We opened our Engen Phambili road show in Bloemfontein yesterday. It was a challenging time for me on a personal level; I am recovering from Tick Bite Fever (a result of my gorgeous, irresponsible and crazy week long birthday celebrations), I am deeply shaken by the resurgence of xenophobia in our country and, being a bit of a sick and vulnerable emotional wreck, I weep about it in public. I did that at the breakfast table at the hotel yesterday morning. Also, since the Rhodes Must Fall campaign, my race antennae are buzzing and crackling, and on high alert for the minutest racial issue, to the point where my 90% black cast tease me about it. Bloemfontein might not seem the best place for my personal race riot warning system to go on the fritz, although I am definitely noticing how much more integrated and sorted the inner city of Bloom is.

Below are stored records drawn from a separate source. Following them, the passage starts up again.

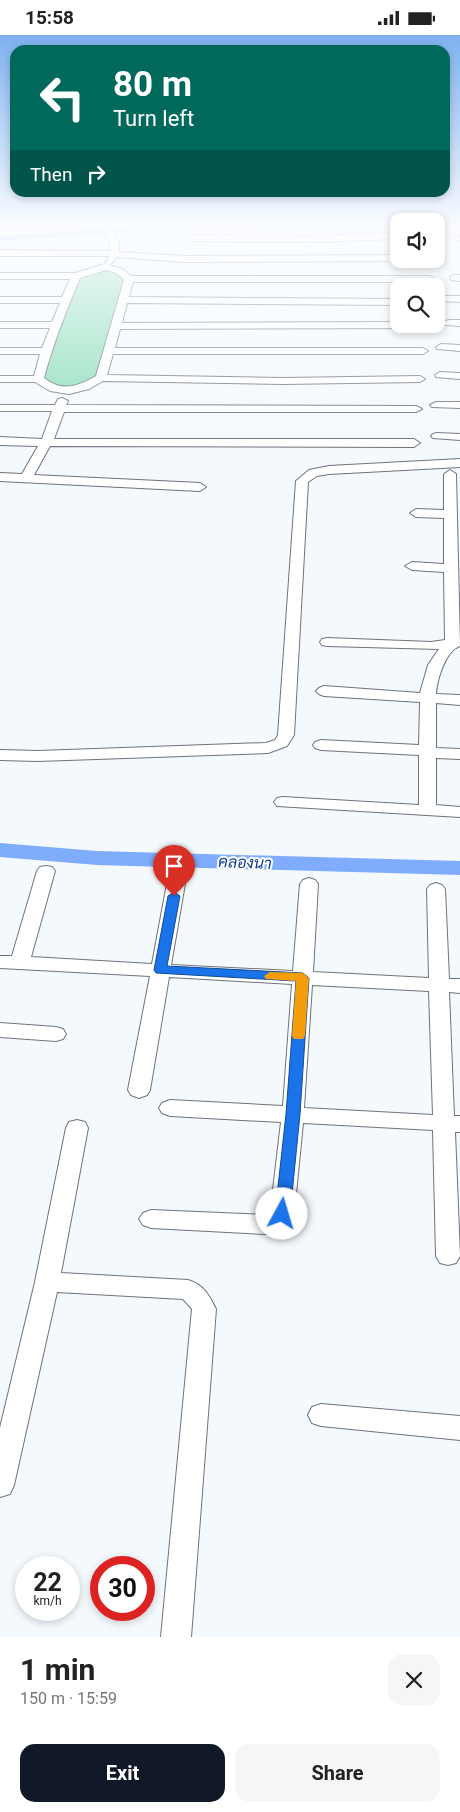 <!DOCTYPE html>
<meta charset="utf-8">
<style>
body{margin:0;font-family:Roboto,Sarabun,sans-serif;background:#f6f6f6;color:#222;height:100vh;display:flex;flex-direction:column;font-size:19px;white-space:nowrap}
*{box-sizing:border-box;margin:0}
p{font-size:16px;color:#767676}
.icon{flex:none;width:28px;height:28px;fill:none;stroke:currentColor;stroke-width:2;stroke-linecap:round;stroke-linejoin:round}
.map{position:relative;height:1602px;overflow:hidden}
.drawer{display:flex;flex-direction:column;background:#fff;flex:1}
.drawer>*{flex:none}
.guide{position:absolute;left:10px;top:10px;width:440px;height:152px;border-radius:15px;box-shadow:0 2px 8px #0003;background:#00695c;color:#fff;overflow:hidden}
.fabs{position:absolute;left:390px;top:178px;display:grid;gap:10px}
.fabs a{display:grid;place-items:center;width:55px;height:55px;border-radius:10px;background:#fff;box-shadow:0 2px 8px #0003;font-size:25px}
.speed{position:absolute;left:15px;top:1521px;display:flex;gap:10px;font-size:25px;font-weight:700;text-align:center}
.speed>*{display:grid;place-content:center;width:65px;height:65px;border-radius:50%;background:#fff;box-shadow:0 2px 8px #0003;line-height:1}
.speed small{font-size:12px;font-weight:400}
.speed .limit{border:8px solid #d22;background:#fff;color:#111}
.pin{position:absolute;display:grid;place-items:center;width:42px;height:42px;color:#fff;margin:-51px -21px;border-radius:50% 50% 50% 0;rotate:-45deg;box-shadow:0 0 5px #0007}
.pin .icon{rotate:45deg}
.me{position:absolute;width:55px;margin:-28px;rotate:6deg;stroke-linejoin:round;filter:drop-shadow(0 0 4px #0008)}
.turn{display:flex;align-items:center;gap:18px;height:105px;padding:0 20px;font-size:22px}
.turn .icon{width:65px;height:65px;stroke-width:2.5}
.turn b{display:block;font-size:35px;line-height:42px}
.then{display:flex;align-items:center;height:48px;padding:0 20px;background:#0003;gap:10px;font-size:19px}
.round{display:grid;place-items:center;flex:none;width:52px;height:52px;border-radius:15px;background:#f6f6f6}
.summary{display:flex;align-items:center;justify-content:space-between;height:85px;padding:0 20px}
h1{font-size:30px;font-weight:700;line-height:38px}
.action{display:flex;gap:10px;margin-top:auto;padding:10px 20px}
.action a{flex:1;height:58px;border-radius:15px;background:#111827;color:#fff;font-size:20px;font-weight:700;line-height:58px;text-align:center}
.action a+a{background:#f6f6f6;color:#222}
.status{display:flex;justify-content:space-between;align-items:center;height:35px;padding:0 25px;background:#fff;direction:ltr}
.status svg{height:14px;fill:currentColor}
.map>svg:first-child{display:block}
</style>
<div class="status"><b>15:58</b><svg viewBox="0 0 49 12"><path d="M0 12V9h3v3zM5 12V6h3v6zM10 12V3h3v9zM15 12V0h3v12zM26 1h20v11H26zM47 4h2v5h-2z"/></svg></div>
<div class="map">
<svg width="460" height="1602" viewBox="0 0 460 1602">
<rect width="100%" height="100%" fill="#f4f9fe"/>
<path fill="#8addb7" d="M94,236H119L129,244L98,343L62,355L38,344L76,241Z"/>
<g fill="none" stroke-linecap="round" stroke-linejoin="round">
<g fill="#7facfd" fill-rule="evenodd">
<path d="M155,189H209L204,192L0,206V200Z"/>
<path d="M0,808L97,816L460,826V840L97,830L0,822Z"/>
</g>
<defs>
<g id="street">
<path d="M101,189H109L119,208V217L184,221L399,220V224H403L399,226L184,227L117,222L110,230L122,234L131,241H430L435,244L430,247H133L129,262L399,264V270L127,268L122,288L399,287V289L431,290L426,293L120,294L115,313H423L428,316L423,319H113L107,340L283,343L420,341L425,344L420,347L283,349L103,346L89,354L69,359L50,356L35,347H0V341H34L40,319H0V313H42L50,293H0V287H52L60,268H0V262H62L70,244H0V238H75L105,229L109,221H0V215L110,216V208ZM106,235L116,238L124,245L96,341C77,352 62,357 44,343C53,309 66,276 80,243Z"/>
<path d="M75,191L79,194L78,196L0,201V195Z"/>
<path d="M399,198V204L312,207L193,206L189,203L193,200L312,201Z"/>
<path d="M459,200L460,206L456,205L455,203Z"/>
<path d="M454,240H460V246L451,245V241Z"/>
<path d="M444,261H460V267L441,266V262Z"/>
<path d="M449,285H460V291L445,290V286Z"/>
<path d="M441,309L460,310V316L437,314L436,312Z"/>
<path d="M440,337L460,338V344L436,342L435,340Z"/>
<path d="M62,363L68,366L66,370L416,371L422,374L416,377H64L54,404H414L420,408L414,412L50,411L34,440L200,448L206,452L200,456L0,446V438L22,439L38,411L0,410V402L42,404L52,376H0V370H55L58,364Z"/>
<path d="M436,367H460V373L432,372L430,370Z"/>
<path d="M437,398L460,399V405L433,403L431,401L433,399Z"/>
<path d="M460,424V432L329,439L317,441L308,447L294,700L287,711L268,718L38,726L0,725V715L38,716L266,708L275,705L278,700L296,446L309,435L329,431Z"/>
<path d="M450,435L456,439L460,611C445,616 437,645 436,659L460,660V670L436,668V713L460,714V724L436,723V770L460,772V782L277,771L274,767L277,763L283,762L419,770V720L321,715L315,713L313,710L315,707L321,705L419,710L420,667L324,661L319,659L316,656L319,653L324,651L420,658L428,630L439,614L327,611L322,610L320,607L322,604L327,603L431,607L445,605L444,537L412,535L405,531L412,527L444,529V483L416,482L410,478L416,474L444,475V439Z"/>
<path d="M46,831L52,832L55,836L31,922L152,929L168,843L171,839L177,837L183,839L186,843L171,930L293,936L300,849L303,845L309,843L315,845L318,849L313,937L429,943L427,854L430,850L436,848L442,850L445,854L449,944H460V958L449,957L454,1081H460V1097H455L460,1221L456,1228L448,1230L440,1228L436,1221L433,1095L303,1088L294,1179L285,1194L265,1199L151,1193L143,1190L139,1184L143,1178L151,1175L270,1180L281,1087L170,1081L162,1078L159,1073L162,1068L170,1065L283,1071L292,949L169,942L150,1055L147,1060L139,1063L131,1060L128,1055L150,941L0,933V921H12L37,836L40,832ZM312,950L429,956L433,1080L304,1073Z"/>
<path d="M0,988L56,992L63,994L66,999L63,1004L56,1006L0,1002Z"/>
<path d="M77,1085L85,1087L88,1093L61,1238L188,1245C204,1250 209,1260 216,1274L191,1602H161L192,1274L183,1264L57,1257L14,1450L10,1459L0,1462V1393L35,1247L66,1093L69,1087Z"/>
<path d="M321,1369L460,1381V1405L321,1391L312,1388L308,1380L312,1372Z"/>
</g>
</defs>
<use href="#street" stroke="#6d737c" stroke-width="2"/>
<use href="#street" fill="#fff" fill-rule="evenodd"/>
</g>
<linearGradient id="sky" x2="0" y2="1"><stop stop-color="#7eb1f0"/><stop offset="0.46" stop-color="#fafcff"/><stop offset="1" stop-color="#fafcff" stop-opacity="0"/></linearGradient>
<rect width="460" height="413" fill="url(#sky)"/>
<path fill="#1a73e8" stroke="#114b97" d="M174,857L180,861L167,931L303,938L309,943L300,1079L290,1179L288,1183L282,1185L277,1183L275,1179L286,1079L296,946L156,938L154,935L168,861Z"/>
<path fill="#f59e0b" d="M270,937L303,938L309,943L305,1001L303,1004H294L292,1001L296,946L266,944L264,941Z"/>
<g text-anchor="middle" stroke-width="4" stroke-linejoin="round" paint-order="stroke">
<g font-size="16" font-style="italic" fill="#0c3c97" stroke="#fff">
<text transform="translate(245 827) rotate(2)" y="6">คลองนา</text>
</g>
</g>
</svg>
<div class="fabs">
<a><svg class="icon" aria-label="sound" viewBox="0 0 24 24"><path d="M4 9h4l5-4v14l-5-4H4zM17 9q2 3 0 6"/></svg></a>
<a><svg class="icon" aria-label="search" viewBox="0 0 24 24"><circle cx="10" cy="10" r="6"/><path d="M15 15l6 6"/></svg></a>
</div>
<div class="speed"><div>22<small>km/h</small></div><div class="limit">30</div></div>
<div class="pin" style="left:174px;top:861px;background:#d93025"><svg class="icon" aria-label="arrive" viewBox="0 0 24 24"><path d="M6 21V4h12l-3 4 3 4H6"/></svg></div>
<svg class="me" style="left:282px;top:1179px" viewBox="-20 -20 40 40"><circle r="19" fill="#fff"/><path d="M0-13L10 11 0 6-10 11z" fill="#1a73e8"/></svg>
<div class="guide">
<div class="turn"><svg class="icon" aria-label="left" viewBox="0 0 24 24"><path d="M17 20v-9H6M10 6l-5 5 5 5"/></svg><div><b>80 m</b>Turn left</div></div>
<div class="then">Then<svg class="icon" aria-label="right" viewBox="0 0 24 24"><path d="M7 20v-9h11M14 6l5 5-5 5"/></svg></div>
</div>
</div>
<section class="drawer">
<div class="summary"><div><h1>1 min</h1><p>150 m · 15:59</p></div><a class="round"><svg class="icon" aria-label="close" viewBox="0 0 24 24"><path d="M6 6l12 12M18 6L6 18"/></svg></a></div>
<div class="action"><a>Exit</a><a>Share</a></div>
</section>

So, after my gorgeous cast had warmed up, costumed up and miked up they were backstage and ready, and I was sitting in the auditorium of the bizarre city hall (a first time venue for us). It is a huge, traditional space, with funny wall chandeliers, a massive prosc-arch stage and brown leatherette chairs that are mostly on the verge of exploding or collapsing. Add to the mix the red, white and blue colours of Engen branding, stage lights, huge backdrops and a giant video screen and you can start to understand the strange mix of time, place and thing.
The doors finally opened and the Engen petrol pump attendants and cashiers (some from as far away as Welkom and Lesotho) started filing in. There is always a buzz of excitement in the air when people take their seats. It has been 10 years of exciting, entertaining and fabulous roadshow.
When the flood of entrants had become a trickle, and people had started filling in the back rows of chairs I saw three white young men in cashier uniforms enter. None of the other petrol pump attendants or cashiers in this audience were white. I noticed them choose seats in the back. I thought about them for a moment and wondered what their world might be like; three white men in a previously entirely black domain, unglamorous and basic employment that it is. Then, further along into the venue, and a few rows up from me a young black petrol pump attendant stood up to have a look around. It was clear that he was sitting with the rest of his team, colleagues and friends from his forecourt, but his searching was for someone. He did a full circle and finally saw the three white guys behind him and in the corner, and turned to give them a questioning thumbs up, a wordless ‘are you guys ok?’. They waved back. ‘We are fine.’ And I, for the second time that morning, cried in public.
That moment of care, of unselfconscious humanity has touched me more deeply than the shouting. And I will hold onto it so tightly in these disturbing, crazy bad times.